Cézanne's was a twilight soul. And a humourless one. His early modelling in paint was quasi-structural. Always the architectural sense, though his rhythms are elliptical at times and he betrays a predilection for the asymmetrical. Nevertheless, a man who has given to an art in two dimensions the illusion of a third; tactile values are here raised to the nth degree. His colour is personal and rhythmic. Huysmans was clairvoyant when, nearly a half-century ago, he spoke of Cézanne's work as containing the prodromes of a new art. He was absorbed in the handling of his material, not in the lyric, dramatic, anecdotic, or rhetorical elements. His portraits are vital and charged with character. And he often thinks profoundly on unimportant matters.
When you are young your foreground is huddled: it is the desire for more space that begets revolutionists; not unlike a big man elbowing his way in a crowd. Laudable then are all these sporadic outbursts; and while a creative talent may remain provincial, even parochial, as was the case with Cézanne, a critic must be cosmopolitan or nothing. An artist may stay rooted in his own bailiwick his life long, yet paint like an angel; but a provincial critic is a contradiction in terms. He reminds one of a razor so dull that it can't cut butter. Let us therefore be hospitable to new ideas; even Cabanel has his good points.

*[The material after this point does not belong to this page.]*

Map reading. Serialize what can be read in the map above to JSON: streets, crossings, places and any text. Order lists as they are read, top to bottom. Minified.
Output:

The tang of the town is not in Cézanne's portraits of places. His leaden landscapes do not arouse to spontaneous activity a jaded retina fed on Fortuny, Monticelli, or Monet. As for the groups of bathing women, how they must wound the sensibility of George Moore, Professor of Energy at the University of Erotica. There is no sex appeal. Merely women in their natural pelt. It is related of the Empress Eugénie that in front of Courbet's Les Baigneuses (Salon, 1853) she asked: "Est-ce aussi une percheronne?" Of the heavy-flanked Percheron breed of horse are the ladies on the canvases of Cézanne. The remark of the Empress appealed to the truculent vanity of Courbet. It might not have pleased Cézanne. With beauty, academic or operatic, he had no traffic. If you don't care for his graceless nudes you may console yourself that there is no disputing tastes—with the tasteless. They are uglier than the females of Degas, and twice as truthful.

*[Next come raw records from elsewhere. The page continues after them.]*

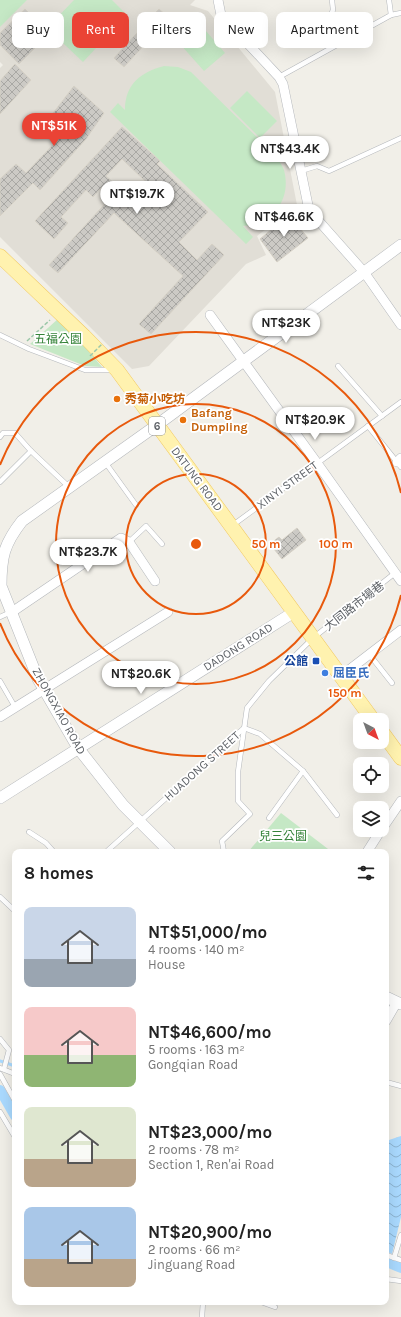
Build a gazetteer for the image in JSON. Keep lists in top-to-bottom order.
{
  "streets": {
    "main road": ["6", "DATUNG ROAD"],
    "street": ["DADONG ROAD", "ZHONGXIAO ROAD"],
    "lane": ["XINYI STREET", "大同路市場巷", "HUADONG STREET"]
  },
  "crossings": [
    ["DATUNG ROAD", "XINYI STREET"],
    ["DATUNG ROAD", "大同路市場巷"],
    ["DATUNG ROAD", "DADONG ROAD"],
    ["DATUNG ROAD", "ZHONGXIAO ROAD"],
    ["大同路市場巷", "HUADONG STREET"],
    ["DADONG ROAD", "ZHONGXIAO ROAD"],
    ["ZHONGXIAO ROAD", "HUADONG STREET"]
  ],
  "parks": ["五福公園", "兒三公園"],
  "places": {
    "other": ["秀菊小吃坊", "Bafang Dumpling", "屈臣氏"],
    "transit": ["公館"]
  },
  "north": "bottom right",
  "page": {
    "chip": [
      "Buy",
      "Rent",
      "Filters",
      "New",
      "Apartment"
    ],
    "price": [
      "NT$51K",
      "NT$43.4K",
      "NT$19.7K",
      "NT$46.6K",
      "NT$23K",
      "NT$20.9K",
      "NT$23.7K",
      "NT$20.6K"
    ],
    "heading": "8 homes",
    "list": [
      {
        "name": "NT$51,000/mo",
        "note": "4 rooms · 140 m² · House"
      },
      {
        "name": "NT$46,600/mo",
        "note": "5 rooms · 163 m² · Gongqian Road"
      },
      {
        "name": "NT$23,000/mo",
        "note": "2 rooms · 78 m² · Section 1, Ren'ai Road"
      },
      {
        "name": "NT$20,900/mo",
        "note": "2 rooms · 66 m² · Jinguang Road"
      }
    ]
  },
  "rings": ["50 m", "100 m", "150 m"]
}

We have seen some of his still-life pieces so acid in tonal quality as to suggest that divine dissonance produced on the palate by a slightly stale oyster, or akin to the rancid note of an oboe in a score by Stravinski. But what thrice-subtle sonorities, what colour chords are in his best work. I once wrote in the Promenades of an Impressionist that his fruits and vegetables savour of the earth. Chardin interprets still-life with realistic beauty; when he painted an onion it revealed a certain grace. Vollon would have dramatised it. When Cézanne painted one you smelt it. A feeble witticism, to be sure, but it registered the reaction on the sounding-board of my sensibility.